What is needed ->
Find the string "Schubertstraße" in the records and copy each line where it occurs.

-------- Information --------

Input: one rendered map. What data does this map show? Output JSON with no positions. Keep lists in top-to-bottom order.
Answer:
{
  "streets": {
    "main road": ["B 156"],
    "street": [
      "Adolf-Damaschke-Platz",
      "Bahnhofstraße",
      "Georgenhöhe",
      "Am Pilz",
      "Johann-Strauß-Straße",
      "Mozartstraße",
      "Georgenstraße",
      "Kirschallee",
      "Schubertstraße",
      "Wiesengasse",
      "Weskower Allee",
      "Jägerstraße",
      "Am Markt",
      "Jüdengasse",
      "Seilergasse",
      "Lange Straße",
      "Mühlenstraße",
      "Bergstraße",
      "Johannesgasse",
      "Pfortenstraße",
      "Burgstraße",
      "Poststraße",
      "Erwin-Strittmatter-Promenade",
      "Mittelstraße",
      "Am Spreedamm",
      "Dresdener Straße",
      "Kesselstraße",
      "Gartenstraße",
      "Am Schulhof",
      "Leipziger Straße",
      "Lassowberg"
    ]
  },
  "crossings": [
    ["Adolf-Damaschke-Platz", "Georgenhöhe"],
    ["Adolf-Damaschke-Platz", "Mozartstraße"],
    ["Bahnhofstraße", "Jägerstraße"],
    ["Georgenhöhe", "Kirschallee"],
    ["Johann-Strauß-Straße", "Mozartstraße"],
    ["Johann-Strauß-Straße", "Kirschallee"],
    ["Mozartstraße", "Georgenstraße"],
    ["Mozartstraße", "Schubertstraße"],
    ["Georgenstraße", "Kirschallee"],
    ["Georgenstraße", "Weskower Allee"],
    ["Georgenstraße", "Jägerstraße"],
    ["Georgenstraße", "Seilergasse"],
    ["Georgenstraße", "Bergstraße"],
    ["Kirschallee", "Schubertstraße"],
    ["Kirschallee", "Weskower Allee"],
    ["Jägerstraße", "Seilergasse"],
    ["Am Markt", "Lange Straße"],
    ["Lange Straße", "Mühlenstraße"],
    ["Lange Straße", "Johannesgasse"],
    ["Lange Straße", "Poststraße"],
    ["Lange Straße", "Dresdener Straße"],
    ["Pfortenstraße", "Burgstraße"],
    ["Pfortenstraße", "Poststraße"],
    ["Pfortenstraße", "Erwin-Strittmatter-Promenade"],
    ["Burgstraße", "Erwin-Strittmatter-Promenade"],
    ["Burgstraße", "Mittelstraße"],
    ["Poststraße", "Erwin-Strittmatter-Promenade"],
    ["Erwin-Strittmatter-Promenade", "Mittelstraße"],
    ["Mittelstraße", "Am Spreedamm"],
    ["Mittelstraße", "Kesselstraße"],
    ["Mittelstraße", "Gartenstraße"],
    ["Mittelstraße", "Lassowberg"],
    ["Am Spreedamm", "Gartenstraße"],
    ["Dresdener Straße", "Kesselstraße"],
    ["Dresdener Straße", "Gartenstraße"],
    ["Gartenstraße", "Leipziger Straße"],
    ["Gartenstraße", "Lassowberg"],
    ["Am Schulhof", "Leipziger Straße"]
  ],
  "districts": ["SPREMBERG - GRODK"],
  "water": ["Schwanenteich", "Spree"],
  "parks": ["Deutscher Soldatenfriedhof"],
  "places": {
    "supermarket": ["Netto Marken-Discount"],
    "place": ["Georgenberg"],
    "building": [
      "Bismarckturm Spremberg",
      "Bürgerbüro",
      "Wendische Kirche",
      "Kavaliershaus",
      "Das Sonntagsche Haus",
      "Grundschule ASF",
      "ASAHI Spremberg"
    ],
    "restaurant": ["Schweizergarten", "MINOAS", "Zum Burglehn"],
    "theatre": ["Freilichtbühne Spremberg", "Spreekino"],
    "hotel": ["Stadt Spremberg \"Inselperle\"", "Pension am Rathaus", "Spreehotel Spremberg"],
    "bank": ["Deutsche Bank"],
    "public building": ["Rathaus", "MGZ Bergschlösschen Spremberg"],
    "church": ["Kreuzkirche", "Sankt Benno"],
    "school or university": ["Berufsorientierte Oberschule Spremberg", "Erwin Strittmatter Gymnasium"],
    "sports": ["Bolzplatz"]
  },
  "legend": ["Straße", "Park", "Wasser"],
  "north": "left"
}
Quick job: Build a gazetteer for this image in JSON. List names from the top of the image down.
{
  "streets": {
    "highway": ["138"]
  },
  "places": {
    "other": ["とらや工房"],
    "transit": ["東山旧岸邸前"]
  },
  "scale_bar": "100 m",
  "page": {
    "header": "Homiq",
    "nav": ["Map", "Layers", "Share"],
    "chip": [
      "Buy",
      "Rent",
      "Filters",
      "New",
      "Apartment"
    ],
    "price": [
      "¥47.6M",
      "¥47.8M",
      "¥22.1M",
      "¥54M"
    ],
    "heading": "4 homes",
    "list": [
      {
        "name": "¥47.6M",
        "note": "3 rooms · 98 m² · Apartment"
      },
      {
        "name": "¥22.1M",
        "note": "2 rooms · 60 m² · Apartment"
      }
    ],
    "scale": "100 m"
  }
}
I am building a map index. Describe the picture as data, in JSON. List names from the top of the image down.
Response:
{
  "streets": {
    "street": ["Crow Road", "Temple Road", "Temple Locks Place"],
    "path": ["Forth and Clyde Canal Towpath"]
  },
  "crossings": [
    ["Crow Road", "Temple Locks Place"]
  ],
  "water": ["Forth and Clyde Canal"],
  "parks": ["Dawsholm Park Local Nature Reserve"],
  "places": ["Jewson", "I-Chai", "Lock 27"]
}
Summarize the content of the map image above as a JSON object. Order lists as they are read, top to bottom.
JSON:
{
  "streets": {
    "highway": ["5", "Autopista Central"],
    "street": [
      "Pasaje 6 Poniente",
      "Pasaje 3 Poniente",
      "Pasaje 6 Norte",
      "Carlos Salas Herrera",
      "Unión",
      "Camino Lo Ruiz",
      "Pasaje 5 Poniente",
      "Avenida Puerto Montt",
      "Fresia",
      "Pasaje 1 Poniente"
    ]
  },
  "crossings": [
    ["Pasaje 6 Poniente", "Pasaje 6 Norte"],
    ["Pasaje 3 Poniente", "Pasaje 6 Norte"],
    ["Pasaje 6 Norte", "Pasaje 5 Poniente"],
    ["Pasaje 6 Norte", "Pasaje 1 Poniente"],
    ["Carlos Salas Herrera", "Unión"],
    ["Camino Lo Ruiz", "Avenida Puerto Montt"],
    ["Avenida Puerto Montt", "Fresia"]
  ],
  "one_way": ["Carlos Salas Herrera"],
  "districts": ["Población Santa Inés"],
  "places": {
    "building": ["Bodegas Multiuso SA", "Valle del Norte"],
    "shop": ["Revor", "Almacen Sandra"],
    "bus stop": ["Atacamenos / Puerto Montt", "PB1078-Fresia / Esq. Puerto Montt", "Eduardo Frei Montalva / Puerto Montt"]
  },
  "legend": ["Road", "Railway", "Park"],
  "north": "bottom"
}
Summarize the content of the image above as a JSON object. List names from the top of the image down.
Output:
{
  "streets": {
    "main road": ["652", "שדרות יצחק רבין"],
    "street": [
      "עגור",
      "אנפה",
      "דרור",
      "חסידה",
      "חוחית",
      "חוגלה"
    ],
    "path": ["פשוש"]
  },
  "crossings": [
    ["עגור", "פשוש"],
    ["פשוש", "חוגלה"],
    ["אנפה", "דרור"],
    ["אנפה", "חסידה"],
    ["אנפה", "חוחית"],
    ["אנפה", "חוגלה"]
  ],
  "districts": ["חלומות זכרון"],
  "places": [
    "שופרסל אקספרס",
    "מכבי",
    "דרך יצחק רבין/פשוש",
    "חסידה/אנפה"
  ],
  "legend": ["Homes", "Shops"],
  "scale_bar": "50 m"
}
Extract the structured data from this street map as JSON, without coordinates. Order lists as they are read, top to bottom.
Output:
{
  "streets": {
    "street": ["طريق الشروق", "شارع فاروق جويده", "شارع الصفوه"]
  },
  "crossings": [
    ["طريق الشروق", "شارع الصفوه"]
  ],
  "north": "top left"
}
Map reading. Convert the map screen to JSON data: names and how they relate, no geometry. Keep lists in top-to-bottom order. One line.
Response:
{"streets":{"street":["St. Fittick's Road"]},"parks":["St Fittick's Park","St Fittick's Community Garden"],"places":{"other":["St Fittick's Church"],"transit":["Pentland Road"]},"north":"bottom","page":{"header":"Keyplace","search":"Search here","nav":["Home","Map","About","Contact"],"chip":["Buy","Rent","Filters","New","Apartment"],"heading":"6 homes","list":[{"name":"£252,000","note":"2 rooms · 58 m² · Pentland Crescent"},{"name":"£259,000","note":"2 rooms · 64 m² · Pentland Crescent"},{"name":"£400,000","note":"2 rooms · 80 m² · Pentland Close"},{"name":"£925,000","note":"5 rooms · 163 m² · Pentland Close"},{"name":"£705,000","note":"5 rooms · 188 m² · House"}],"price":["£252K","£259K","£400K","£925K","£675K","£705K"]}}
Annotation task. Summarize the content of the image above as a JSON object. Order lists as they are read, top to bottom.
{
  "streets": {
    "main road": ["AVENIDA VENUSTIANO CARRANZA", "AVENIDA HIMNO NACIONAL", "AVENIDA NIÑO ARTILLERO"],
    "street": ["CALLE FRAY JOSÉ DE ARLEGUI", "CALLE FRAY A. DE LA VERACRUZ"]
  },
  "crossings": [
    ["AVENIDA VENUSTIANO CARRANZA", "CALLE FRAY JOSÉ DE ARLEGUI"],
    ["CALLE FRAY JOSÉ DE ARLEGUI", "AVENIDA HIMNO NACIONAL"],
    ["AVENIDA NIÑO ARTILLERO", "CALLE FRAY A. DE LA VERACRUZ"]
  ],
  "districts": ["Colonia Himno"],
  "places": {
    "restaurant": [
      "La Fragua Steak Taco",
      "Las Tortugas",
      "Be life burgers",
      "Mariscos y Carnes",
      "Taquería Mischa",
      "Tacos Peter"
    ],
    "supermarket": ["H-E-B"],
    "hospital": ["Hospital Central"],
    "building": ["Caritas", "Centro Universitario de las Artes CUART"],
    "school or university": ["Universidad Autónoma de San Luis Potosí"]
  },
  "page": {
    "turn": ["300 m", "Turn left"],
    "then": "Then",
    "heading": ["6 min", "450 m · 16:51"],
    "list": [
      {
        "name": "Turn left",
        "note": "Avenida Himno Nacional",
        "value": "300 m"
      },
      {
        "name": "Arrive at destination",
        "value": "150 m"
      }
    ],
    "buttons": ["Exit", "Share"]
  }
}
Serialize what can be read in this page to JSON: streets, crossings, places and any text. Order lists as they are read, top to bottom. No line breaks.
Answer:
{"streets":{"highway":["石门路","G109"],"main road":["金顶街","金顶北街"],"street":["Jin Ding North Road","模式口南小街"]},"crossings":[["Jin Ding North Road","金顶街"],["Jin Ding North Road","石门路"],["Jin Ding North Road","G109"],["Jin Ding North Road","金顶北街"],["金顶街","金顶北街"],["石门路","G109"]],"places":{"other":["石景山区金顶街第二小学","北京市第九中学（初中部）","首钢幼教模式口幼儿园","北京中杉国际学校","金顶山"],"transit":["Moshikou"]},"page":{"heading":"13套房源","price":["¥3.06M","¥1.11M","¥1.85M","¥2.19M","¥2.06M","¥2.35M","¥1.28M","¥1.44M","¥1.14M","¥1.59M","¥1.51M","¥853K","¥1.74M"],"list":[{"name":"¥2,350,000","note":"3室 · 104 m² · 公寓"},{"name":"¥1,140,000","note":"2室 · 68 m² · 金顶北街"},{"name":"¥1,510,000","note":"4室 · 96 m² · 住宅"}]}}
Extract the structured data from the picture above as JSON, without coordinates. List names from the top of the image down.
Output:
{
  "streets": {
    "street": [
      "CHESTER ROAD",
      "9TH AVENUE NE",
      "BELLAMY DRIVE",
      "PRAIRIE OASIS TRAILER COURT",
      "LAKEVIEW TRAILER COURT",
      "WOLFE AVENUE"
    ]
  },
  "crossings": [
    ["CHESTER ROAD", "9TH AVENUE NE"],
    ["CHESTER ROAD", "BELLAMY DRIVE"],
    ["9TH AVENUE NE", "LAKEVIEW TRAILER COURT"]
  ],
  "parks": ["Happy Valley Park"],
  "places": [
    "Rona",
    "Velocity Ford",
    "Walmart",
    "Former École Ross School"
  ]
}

--------

Result for this task ->
      "Schubertstraße",
    ["Mozartstraße", "Schubertstraße"],
    ["Kirschallee", "Schubertstraße"],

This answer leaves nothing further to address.